◆ **Assigned task**:
Return all the entries exactly, keeping pictures out.

◆ **Material for this exercise**:
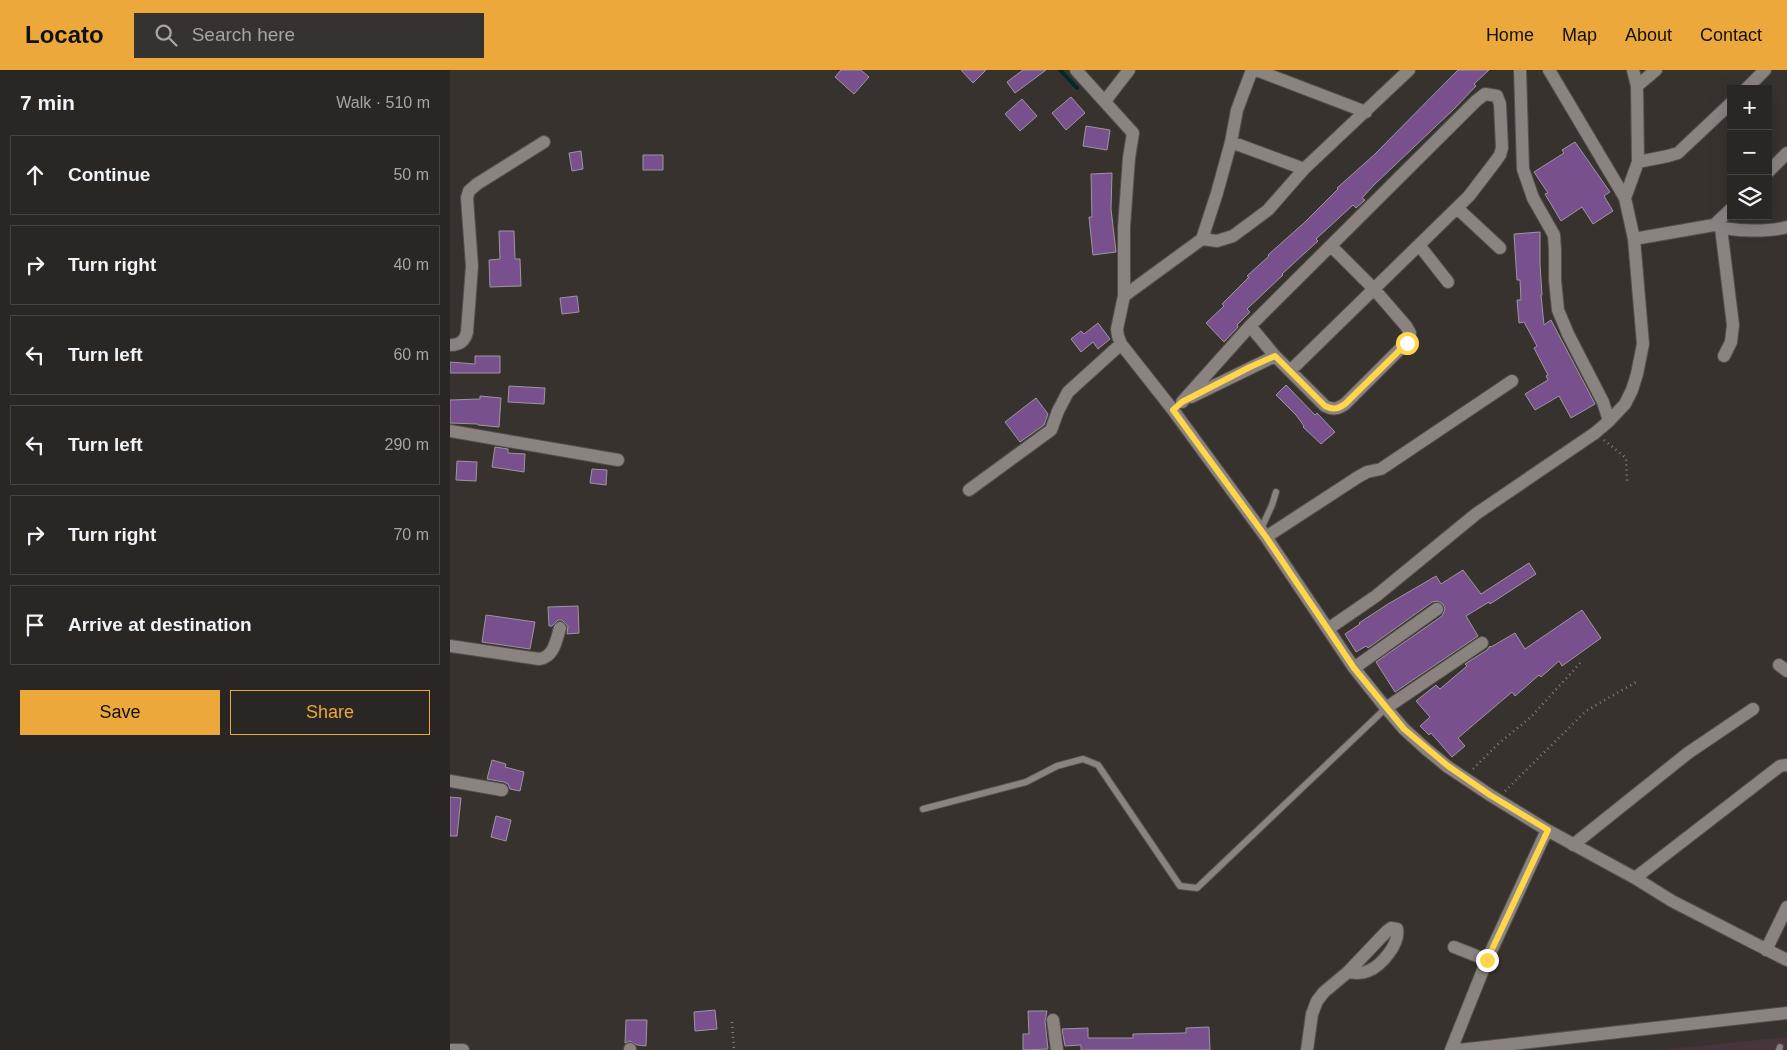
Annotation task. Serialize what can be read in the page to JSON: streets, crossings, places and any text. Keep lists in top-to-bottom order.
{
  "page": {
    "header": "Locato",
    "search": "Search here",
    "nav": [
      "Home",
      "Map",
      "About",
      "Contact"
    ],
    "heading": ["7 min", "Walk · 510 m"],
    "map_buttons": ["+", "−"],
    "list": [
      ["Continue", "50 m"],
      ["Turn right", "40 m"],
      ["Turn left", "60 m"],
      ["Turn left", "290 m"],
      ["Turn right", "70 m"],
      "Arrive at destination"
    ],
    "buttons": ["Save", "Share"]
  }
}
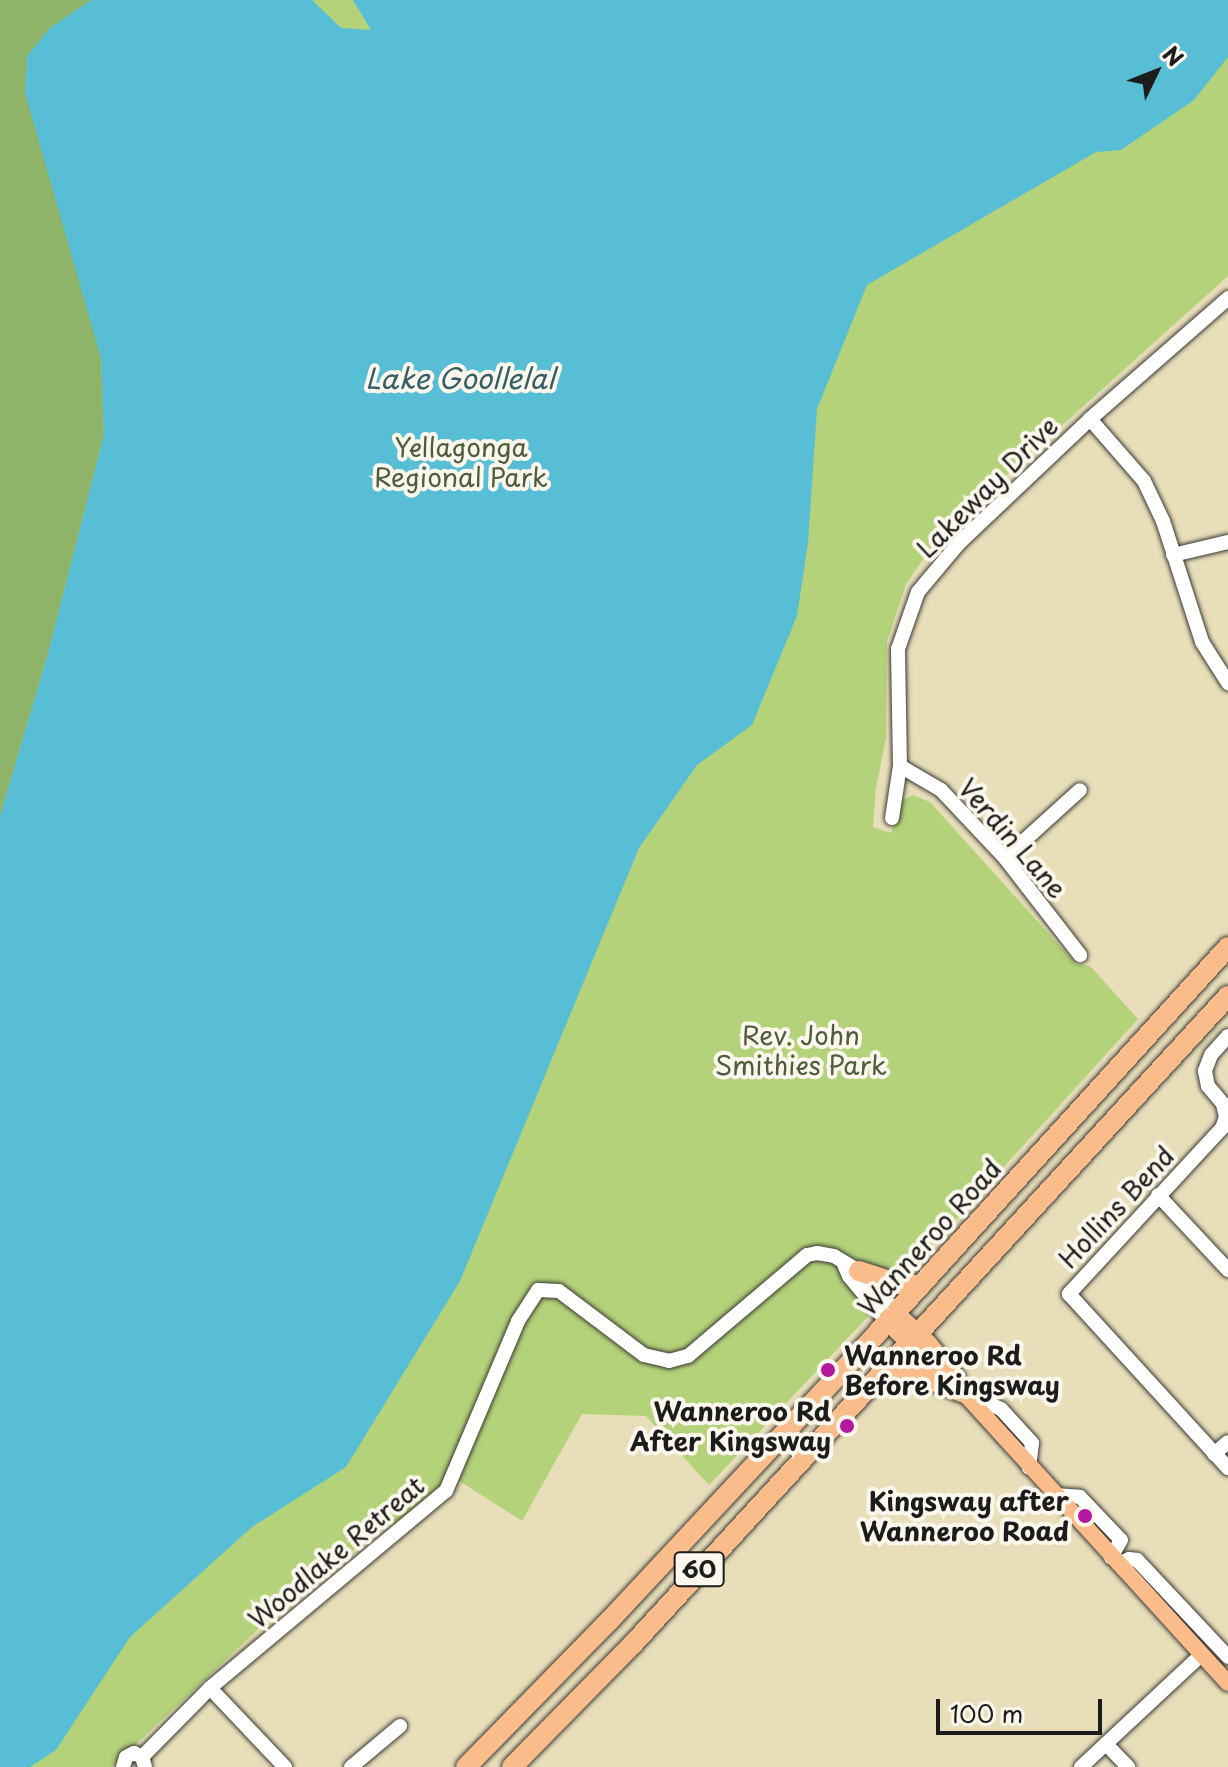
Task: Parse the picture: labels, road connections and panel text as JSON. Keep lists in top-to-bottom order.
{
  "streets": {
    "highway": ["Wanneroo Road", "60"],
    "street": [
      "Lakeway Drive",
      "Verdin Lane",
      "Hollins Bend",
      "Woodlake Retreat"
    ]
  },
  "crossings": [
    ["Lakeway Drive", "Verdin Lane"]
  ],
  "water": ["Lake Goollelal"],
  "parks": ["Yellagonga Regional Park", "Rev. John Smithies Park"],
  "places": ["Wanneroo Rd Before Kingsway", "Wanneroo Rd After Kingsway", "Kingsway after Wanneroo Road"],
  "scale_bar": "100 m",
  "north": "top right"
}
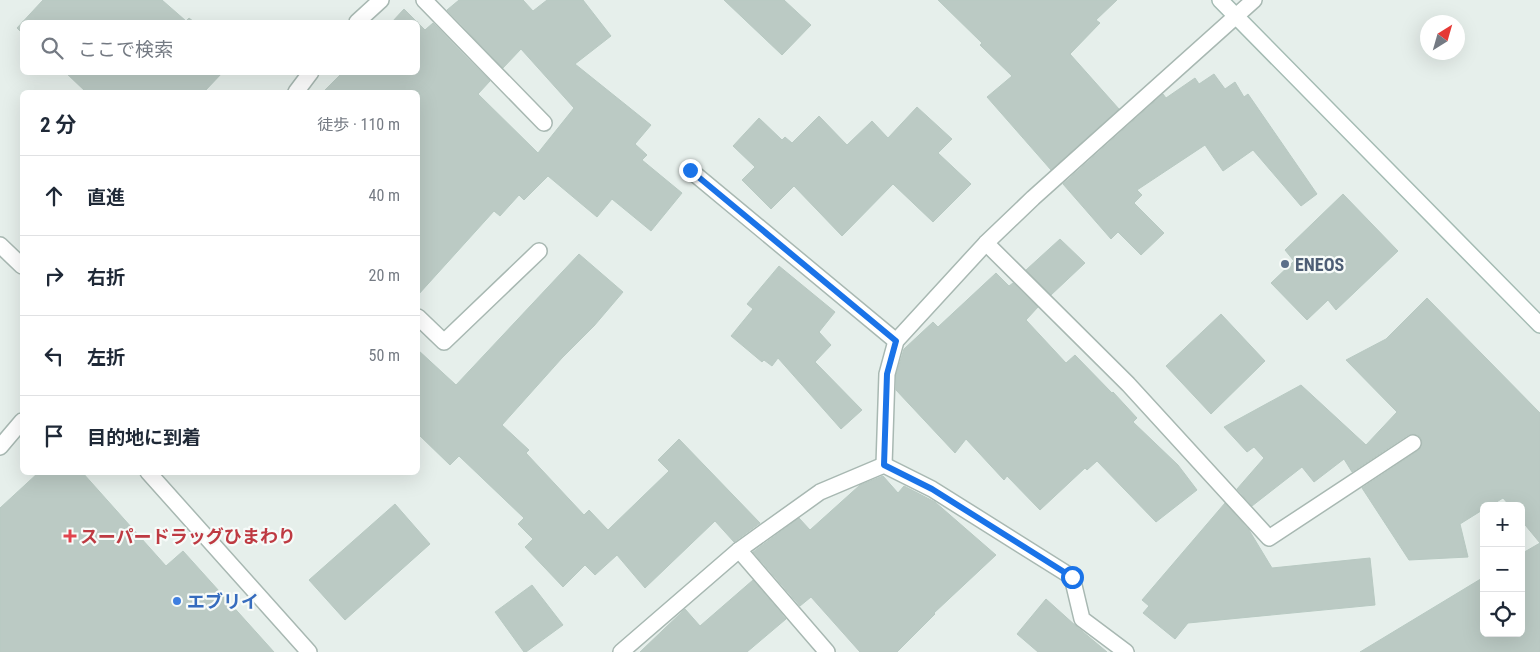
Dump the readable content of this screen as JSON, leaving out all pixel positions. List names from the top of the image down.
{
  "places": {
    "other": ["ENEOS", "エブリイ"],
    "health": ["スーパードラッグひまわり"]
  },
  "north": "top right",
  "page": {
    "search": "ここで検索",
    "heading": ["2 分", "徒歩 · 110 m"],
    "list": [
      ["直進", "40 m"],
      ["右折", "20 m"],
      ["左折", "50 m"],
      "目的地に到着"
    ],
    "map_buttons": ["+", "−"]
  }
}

◆ **Exercise answer**:
Annotation task. Serialize what can be read in the page to JSON: streets, crossings, places and any text. Keep lists in top-to-bottom order.
{
  "page": {
    "header": "Locato",
    "search": "Search here",
    "nav": [
      "Home",
      "Map",
      "About",
      "Contact"
    ],
    "heading": ["7 min", "Walk · 510 m"],
    "map_buttons": ["+", "−"],
    "list": [
      ["Continue", "50 m"],
      ["Turn right", "40 m"],
      ["Turn left", "60 m"],
      ["Turn left", "290 m"],
      ["Turn right", "70 m"],
      "Arrive at destination"
    ],
    "buttons": ["Save", "Share"]
  }
}
Task: Parse the picture: labels, road connections and panel text as JSON. Keep lists in top-to-bottom order.
{
  "streets": {
    "highway": ["Wanneroo Road", "60"],
    "street": [
      "Lakeway Drive",
      "Verdin Lane",
      "Hollins Bend",
      "Woodlake Retreat"
    ]
  },
  "crossings": [
    ["Lakeway Drive", "Verdin Lane"]
  ],
  "water": ["Lake Goollelal"],
  "parks": ["Yellagonga Regional Park", "Rev. John Smithies Park"],
  "places": ["Wanneroo Rd Before Kingsway", "Wanneroo Rd After Kingsway", "Kingsway after Wanneroo Road"],
  "scale_bar": "100 m",
  "north": "top right"
}
Dump the readable content of this screen as JSON, leaving out all pixel positions. List names from the top of the image down.
{
  "places": {
    "other": ["ENEOS", "エブリイ"],
    "health": ["スーパードラッグひまわり"]
  },
  "north": "top right",
  "page": {
    "search": "ここで検索",
    "heading": ["2 分", "徒歩 · 110 m"],
    "list": [
      ["直進", "40 m"],
      ["右折", "20 m"],
      ["左折", "50 m"],
      "目的地に到着"
    ],
    "map_buttons": ["+", "−"]
  }
}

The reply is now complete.